The social media embargo for Warner Bros. ambitious superhero team-up film Justice League (JL) has been lifted and the reviews are in. While social media continues to buzz with mostly positive reviews, critics have mixed opinion on the highly anticipated DC film.
There is a lot riding on the shoulders of DC, director Zack Snyder and the entire JL team when it finally hits the theater this Friday. Trade analysts foresee an opening of 110-$120 million in North America alone. However, good reviews and warm audience response is critical too in ensuring that the film is a global success.
While many critics are talking about the many ‘imperfections’ in the characters and the plot, one tends to wonder why it needs to be perfect in the first place? Though the film seems to get rough around the edges, it is undoubtedly a wonderful, wild, and colorful world loaded with humor and fun that Warner Bros. have created.

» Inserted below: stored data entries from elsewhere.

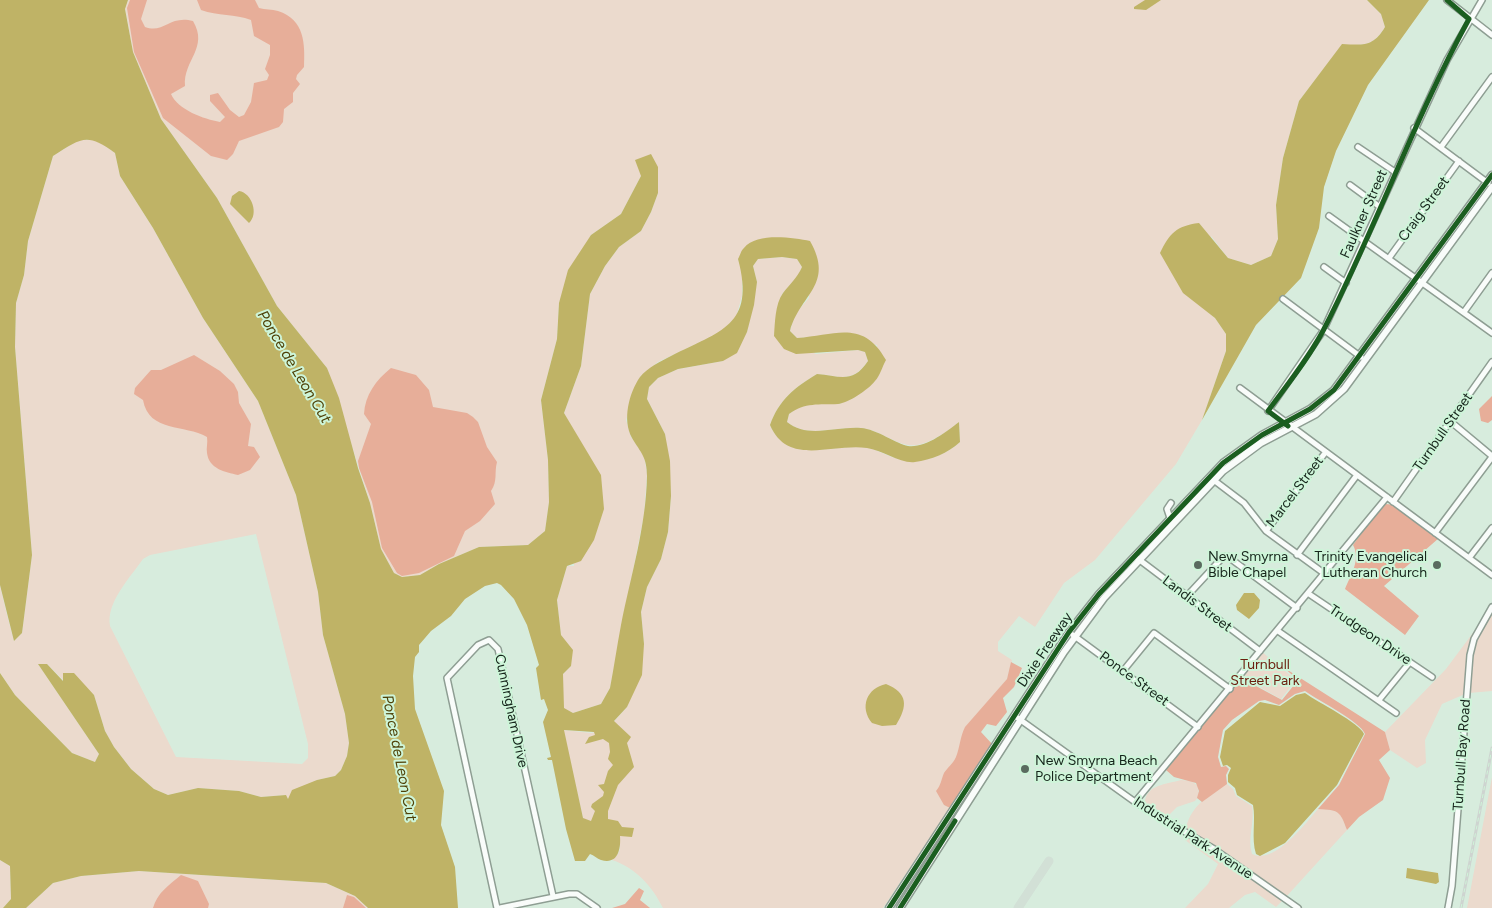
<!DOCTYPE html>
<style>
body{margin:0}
canvas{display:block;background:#d7ecdd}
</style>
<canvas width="1492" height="908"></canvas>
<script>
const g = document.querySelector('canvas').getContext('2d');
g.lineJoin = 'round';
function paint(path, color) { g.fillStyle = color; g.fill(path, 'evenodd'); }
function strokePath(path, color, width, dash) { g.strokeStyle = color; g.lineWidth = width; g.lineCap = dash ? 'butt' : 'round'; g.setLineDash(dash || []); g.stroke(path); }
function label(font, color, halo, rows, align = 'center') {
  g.font = font + ' Figtree,sans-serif'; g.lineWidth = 4; g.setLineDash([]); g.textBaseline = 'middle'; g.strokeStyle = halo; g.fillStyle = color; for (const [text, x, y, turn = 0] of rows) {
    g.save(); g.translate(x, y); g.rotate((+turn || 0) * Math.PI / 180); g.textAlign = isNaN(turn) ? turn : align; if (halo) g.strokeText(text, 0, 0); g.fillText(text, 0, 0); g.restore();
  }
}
paint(new Path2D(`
 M128,0h1239l14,14 4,13c-12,20 -21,18 -43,18l-43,56 -16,57 -7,47 2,34 -7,17 -20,9 -23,-7 -17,-22 -9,71 13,11 11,16v17l-24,69 -26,44 -81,96 -31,23 -29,44 -16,-11 -21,26v9l14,9 -5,19 -12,15 -51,111 6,3 -67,100h-220c-11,-22 -27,-40 -51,-48 9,-7 9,-12 7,-24l-29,-10 -7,-8 -20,-88 29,3 17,-6 18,-20 17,-63 -3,-32 6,-25 14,-28 7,-27 3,-36 -6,-62 -18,-35 2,-12 9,-9 20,-9 45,-8 24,-29 10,-50 -4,-16 5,-7 24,-2 15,2 5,8 -5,11 -15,16 -8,42 42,18 42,-4 7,2 3,9c-16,23 -28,15 -51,13 -22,13 -38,26 -47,51 17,39 60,20 93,22 15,2 23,9 36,12 21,6 46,-3 61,-17l-1,-20c-12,10 -35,26 -51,23 -14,-2 -31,-16 -47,-17 -24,-2 -54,11 -74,-6l2,-8 11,-8 19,-3 21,1 35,-23 2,-36 -62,-8 -18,1 -7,-7 5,-17 14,-16 1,-56 -72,17 4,12v25l-6,21 -16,16 -62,29 -18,15 -14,43 5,17 13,18 3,19 -3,41 -34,173 -9,16 -28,9 -9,-4 -2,-9 1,-26 8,-8 -7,-25 -3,-5 -4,-36 10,-34h7l-2,-137 -8,-16 17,-47 9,-72 15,-28 14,-19 22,-16 10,-19 7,-19v-26l-17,9 -20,38 -30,21 -32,68 -2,36 -16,61 7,60 1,42 -4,29 -17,14 -49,2 -40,17 -19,11 -18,2 -8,-4 -13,-24 -11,-46 -43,-135 -50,-62 -60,-108 -56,-79 -28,-67 -8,-44z
 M78,140h20l17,13 5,23 33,52 50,90 55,83 38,94 22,97 5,43 22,79 4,29 -2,13 -6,14 -6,6 -18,4 -29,19 -3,-4 -24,2 -22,-6 -41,-3 -30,7 -14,-6 -23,-20 -17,-22 -9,-16 -11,-36 -30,-14 -17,-17h-9l61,90 -4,8 -23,-9 -57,-58 -15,-22v-88c4,19 9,37 14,56l8,-8 10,-78 -17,-208 1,-44 8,-28 4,-34 25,-85zM256,534l52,210v14l-6,6 -126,-7 -66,-131c-4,-24 20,-48 33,-67l7,-4z
 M1492,610v81l-23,2c3,-39 4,-48 23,-83z
 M1481,622l-9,17 -7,55 -23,10 -17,36 1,23 -9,5 -27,-18 -5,-18 61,-63z
 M1262,652l34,28 -15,19 -39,-22z
 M1492,777v131h-25z
 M1181,780l10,1 7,5 1,10 -4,5 -18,6 -9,9 -23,-13c0,-18 22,-19 36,-23z
 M1227,784l6,5 3,7 16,10c3,16 -5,33 0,48 22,11 53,-30 66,-45 21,0 22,2 29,21l-61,67 -100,-67c2,-21 24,-38 41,-46z
 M1185,834l98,66 -7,7 -21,-15 -10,3 -16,13h-44l23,-24 10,-20 -33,-24z
 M0,860l10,6 1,33 -8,9h-3z
 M139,871l187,12 29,13 13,12h-342l27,-25 28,-7z`), '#ebdacd');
paint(new Path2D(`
 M130,0h17l-6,19 4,8c19,7 24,-12 48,-6 16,27 -10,39 -8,65l-14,8c7,16 33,25 49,28l5,-5 -15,-16v-6l8,-2 12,17 9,7 5,-2 7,-13 3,-19 13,-3 2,-5 -4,-6 5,-14v-10l-16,-9 -3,-16c-16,-6 -33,-4 -50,-10l-4,-10h58l4,8c6,2 13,1 19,3 27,9 27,33 26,56l-7,8 -1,4 4,5 -7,9v9l-9,7 -1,13 -4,5 -40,14 -6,13 -6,6 -16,-4 -48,-38 -29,-66 -7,-44z
 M194,355l26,16 14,13 4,8 1,11 12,21 -3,22 6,1 6,10 -10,13 -12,5c-13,-3 -29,-6 -31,-22 -1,-5 1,-10 0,-16 -22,-13 -58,-4 -64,-37l-9,-6 1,-6 16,-18h10z
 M391,368l25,7 13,15 4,17 34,6 6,4 5,5 9,25 10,15c-3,11 1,19 -6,29l4,13 -15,17 -15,10 -11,25 -35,17 -17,3 -5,-3 -15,-25 -10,-46 -13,-34 -1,-7 13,-37 -7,-10c1,-19 12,-34 27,-46z
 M1492,396v24l-4,3 -7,-2 -2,-12z
 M1386,504l8,1 45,33 -55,48 35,30 -14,19 -60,-46c6,-15 16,-29 8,-44l15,-21z
 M1011,662l11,6 -8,19 -11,11 4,14 -11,14 -9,-2 -6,8 12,13 -43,63 -6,-3 -8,-14c5,-6 5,-11 8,-18 3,-5 9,-9 12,-16 4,-10 4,-20 9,-30l42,-48z
 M1283,667l102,65 5,18 -11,10 11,18 -7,22 -24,17 -12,13c-7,-19 -8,-20 -29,-21l21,-24 26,-51c-4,-12 -46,-33 -60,-43l-10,3 -16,11 -14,-5 -6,1 -27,19 -9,10 -5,27 3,10 5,-1 3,3 -3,6 1,9 -25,18 -5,-4 2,-7 -3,-8 -22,-6 -8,-7 75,-92 41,22 16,-20z
 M181,875l17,6 11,23 -1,4h-55c4,-15 16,-23 28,-33z
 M639,888l5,3 -4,9 10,8h-38l13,-4z
 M347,895l7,2 12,11h-23z`), '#e7ae99');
paint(new Path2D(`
 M0,0h128l-3,9 8,43 28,67 56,79 60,108 50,62 12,30 19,70 12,35 11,46 13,24 8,4 18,-2 19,-11 40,-17 49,-2 17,-14 4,-29 -1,-42 -7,-60 16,-61 2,-36 9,-33 23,-35 30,-21 20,-38 -6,-16 16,-6 7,13v26l-7,19 -10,19 -22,16 -14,19 -15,28 -9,72 -17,47 37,62 3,34 -10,31 -13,21 -14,5 -10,34 4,35 12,15 -2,16 -8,8 1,34 9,5 28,-9 9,-16c4,-21 7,-42 11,-63 10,-50 25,-98 26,-149 0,-19 -6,-23 -15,-38 -10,-18 -3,-45 8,-61 7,-9 21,-16 31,-21 49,-25 85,-30 67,-97 2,-3 3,-9 6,-11 13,-16 49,-10 66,-7 25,44 -10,53 -20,90l7,7c39,-3 66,-19 89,22 -4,7 -6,16 -11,21 -7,9 -27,22 -37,23 -19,1 -33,-2 -49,10l-2,8c20,17 50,4 74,6 15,1 36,16 47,18 18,2 38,-14 51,-24l1,20c-12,11 -29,18 -45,20 -14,2 -33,-12 -48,-14 -35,-5 -79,19 -97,-23 9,-25 25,-38 47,-51 23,2 36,10 51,-13l-3,-9 -7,-2 -62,4 -12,-5 -10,-13c1,-13 1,-32 9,-43 7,-9 14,-15 19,-26l-5,-8 -15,-2 -24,2 -5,7 4,16 -3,23 -7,27 -10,21 -14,8 -45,8 -20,9 -9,9 -2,12 18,35 5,27 1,35 -3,36 -7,27 -14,28 -6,25 3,32 -2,31 -15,32 -13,14 17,16 -4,6 7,24 -16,18 -10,26v8l10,2 4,6 12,1 -2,9 -12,-1c1,13 -2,29 -19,24 -4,-1 -7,-5 -11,-6l-5,7h-10l-9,-32 -14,-69h-4l-1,-2 4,-1 -8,-35 5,-12 -4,-11 -3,1 -5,-32 3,-3 -12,-40 -13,-26 -13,-14 -4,-2 -12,3 -20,13 -14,17 -20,15 -12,14v7l-4,5 -2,19 2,33 29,82 -3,34 14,42 3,41h-90l-13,-12 -29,-13 -187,-12 -58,5 -28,7 -27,25h-23l8,-9 -1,-33 -10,-6v-187l15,22 57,58 23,9 4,-8 -61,-90h9l16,17v-8h11l20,22 11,36 9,16 17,22 23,20 14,6 30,-7 41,3 22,6 25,-2 2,4 4,-9 25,-10 18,-4 6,-6 6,-14 2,-13 -4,-29 -22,-79 -5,-43 -22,-97 -38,-94 -55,-83 -50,-90 -33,-52 -5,-23c-28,-21 -34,-15 -62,3l-25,85 -4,34 -8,28 -1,44 17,208 -10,78 -8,8 -14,-56zM564,730l30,2 1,3 -6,2 -4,7 18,-5 6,4 1,9 -2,7 5,6 -5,6 -4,13 -6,1 6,7 -1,4 -11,8 -1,3 4,4 -4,10 -8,-3z
 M1145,0h16l-15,10 -12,-1v-2z
 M1367,0h62l-61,85 -32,66 -12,36 -5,41 -18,50 -45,47 -54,95 24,-69v-17l-11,-16 -32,-25 -23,-40c10,-20 16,-27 39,-30l29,35 23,7 20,-9 7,-17 -2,-34 7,-47 16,-57 43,-57c22,1 31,3 43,-17l-4,-13z
 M239,191c13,2 20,23 10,32l-19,-19 2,-8z
 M1244,593h10l6,7 -1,8 -10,11 -12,-9 -1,-5z
 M886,684c22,9 22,22 10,41l-14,1 -10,-3c-13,-16 -5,-35 14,-39z
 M1305,693c12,9 55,30 59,41l-27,51 -52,58 -25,13 -4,-2c-5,-16 0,-33 -3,-49l-16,-10 -2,-7 -7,-6v-7l3,-7 -4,-3 -4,1 -3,-9 5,-26 35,-29 20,4 16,-11z
 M1407,868l31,5 1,9 -3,2 -30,-6z`), '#bfb366');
strokePath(new Path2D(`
 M1018,908l31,-47`), '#d2e0d6', 9);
const minor = new Path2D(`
 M1447,0l45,35
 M1414,128l74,55
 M1358,147l37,25
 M1441,147l51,-70
 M1350,185l30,22
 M1329,216l163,117
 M1389,258l70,-97
 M1324,267l22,16
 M1283,299l78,58
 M1464,312l28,-39
 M1240,388l252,187
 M1268,411l55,-80 124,-271 35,-60
 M1450,421l42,35
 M1211,478l33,25 22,28 59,43
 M1393,502l99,-140
 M1170,518l-3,-9 4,-6
 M1266,531l59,-78
 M1435,533l57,-76
 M1297,555l60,-80
 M1137,558l123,93
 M1469,558l23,-30
 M1309,594l123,83
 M1187,596l36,-39 4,-1 70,52
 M1278,631l118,82
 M1073,635l125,92
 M1123,671l31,-38 76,56
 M1379,700l31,-38
 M1015,716l120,86 79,47 84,59
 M1135,802l252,-305
 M497,908l-50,-230 31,-33 11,-5 9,9 55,247
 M500,908l69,-14h8l20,14
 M1448,908l4,-22 18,-231 4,-16 18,-32`);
const major = new Path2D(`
 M889,908l180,-276 30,-38 124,-131 39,-28 48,-26 24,-19 158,-215
 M900,908l164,-256 40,-54 119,-127 38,-28 55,-29 28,-25 148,-202`);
strokePath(minor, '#8e9e93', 8);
strokePath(major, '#8e9e93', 9);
strokePath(minor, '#f9fcfa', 5);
strokePath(major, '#f9fcfa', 6);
const rail = new Path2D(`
 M1461,908l31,-160`);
strokePath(rail, '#ced4d0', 3);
strokePath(rail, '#cef5d9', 1, [4]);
strokePath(new Path2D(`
 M1288,426l-20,-15c19,-26 41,-53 56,-82 52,-101 90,-210 145,-310l-22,-19
 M889,908l180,-276 30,-38 124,-131 39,-28 48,-26 24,-19 158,-215
 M900,908l55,-87`), '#1b5e20', 5);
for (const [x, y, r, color] of [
 [1198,565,5,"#5a6b5f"],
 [1437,565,5,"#5a6b5f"],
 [1025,769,5,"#5a6b5f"]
]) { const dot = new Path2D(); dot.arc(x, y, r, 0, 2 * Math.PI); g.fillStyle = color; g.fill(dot); strokePath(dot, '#cef5d9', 2); }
label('14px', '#16251b', '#cef5d9', [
 ["Craig Street",1424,209,-54],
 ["Faulkner Street",1364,214,-66],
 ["Turnbull Street",1443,432,-55],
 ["Marcel Street",1295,492,-53],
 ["Landis Street",1197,604,37],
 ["Trudgeon Drive",1370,635,34],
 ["Dixie Freeway",1045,650,-56],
 ["Ponce Street",1134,679,36],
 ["Cunningham Drive",511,711,78],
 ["Turnbull Bay Road",1462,755,-86],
 ["Industrial Park Avenue",1193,838,33]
]);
label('14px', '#16251b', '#cef5d9', [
 ["New Smyrna",1208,557],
 ["Bible Chapel",1208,573],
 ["Trinity Evangelical",1427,557,"right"],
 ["Lutheran Church",1427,573,"right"],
 ["New Smyrna Beach",1035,761],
 ["Police Department",1035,777]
], 'left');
label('14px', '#6b2010', '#cef5d9', [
 ["Turnbull",1265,665],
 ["Street Park",1265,681]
]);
label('italic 15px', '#4e4006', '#cef5d9', [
 ["Ponce de Leon Cut",294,367,59],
 ["Ponce de Leon Cut",399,758,79]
]);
</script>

While critics might choose to get into the nitty-gritty’s of the film, Justice League will most likely be loved and enjoyed by fans and general moviegoers. The many adorable characters along with loads of action, hope, and tons of fun elements make Justice League an extremely enjoyable ride. There is also a special Batman scene for all die-hard fans of Ben Affleck. The little mess and flaw can be easily overlooked as the funny, inspiring and adventurous superhero romp which helps you enjoy each and every superhero in the team.
The audience reaction will be known only when the film hits the theaters this weekend. As of now, see what the critics have to say about JL:
In the end, though, there is something ponderous and cumbersome about Justice League; the great revelation is very laborious and solemn and the tiresome post-credits sting is a microcosm of the film’s disappointment. Some rough justice is needed with the casting of this franchise.
The film is the definition of an adequate high-spirited studio lark: no more, no less. If fans get excited about it, that may mostly be because they’re excited about getting excited. Yet the movie is no cheat. It’s a tasty franchise delivery system that kicks a certain series back into gear.
I’m happy to say, fans on both sides of the DCEU debate will get plenty of what they hope for, while mainstream audiences are definitely going to be perhaps the most all-around pleased and enthusiastic about Justice League. It offers average movie-goers the sort of chest-swelling sense of heroism and pure joyful entertainment they love and reward with their hard-earned dollars at the box office.
Justice League is a movie that’s begging you to forget everything that didn’t’ work in the previous DCEU films as it vigorously smashes the reset button. And trying to hit that reset makes sense, but promising intentions don’t make Justice League a better movie. Instead of being a triumphant story where your favorite DC superheroes get to shine in a thrilling adventure, Justice League is a film that’s both cleaning up what came before and laying track for what comes next.
For a scene that risible to end up in a $300 million blockbuster is no mean feat – but Justice League is a mess in ways cheaper productions could only dream about. A post-credits scene dutifully teases more to come, but the film’s heart just isn’t in it. After Justice League, there’s nowhere else any of this can go.
Warner Bros. doesn’t seem to have settled on a consistent tone — or even a range of tones — for their superhero epics in the way that their distinguished competition at Marvel has, but what works here comes very close to overpowering all the things that don’t.
Perhaps the Justice League franchise really has been rotten from the start, experiencing not evolution but entropy, with Wonder Woman standing as an anomalous glimmer of false hope. I could be projecting, but boy does poor Gal Gadot look so sad in Justice League, watching this lumbering and witless movie lay waste to the nice thing she just got finished making. It really is a shame. What a dumb irony, to end this movie, of all movies, on a note of bitter injustice like that.
First, the good news. Justice League is better than its joylessly somber dress rehearsal, Batman v Superman: Dawn of Justice. Now the “but”…you knew there was a “but” coming, right? But it also marks a pretty steep comedown from the giddy highs of Wonder Woman.
Justice League releases in theaters on November 17.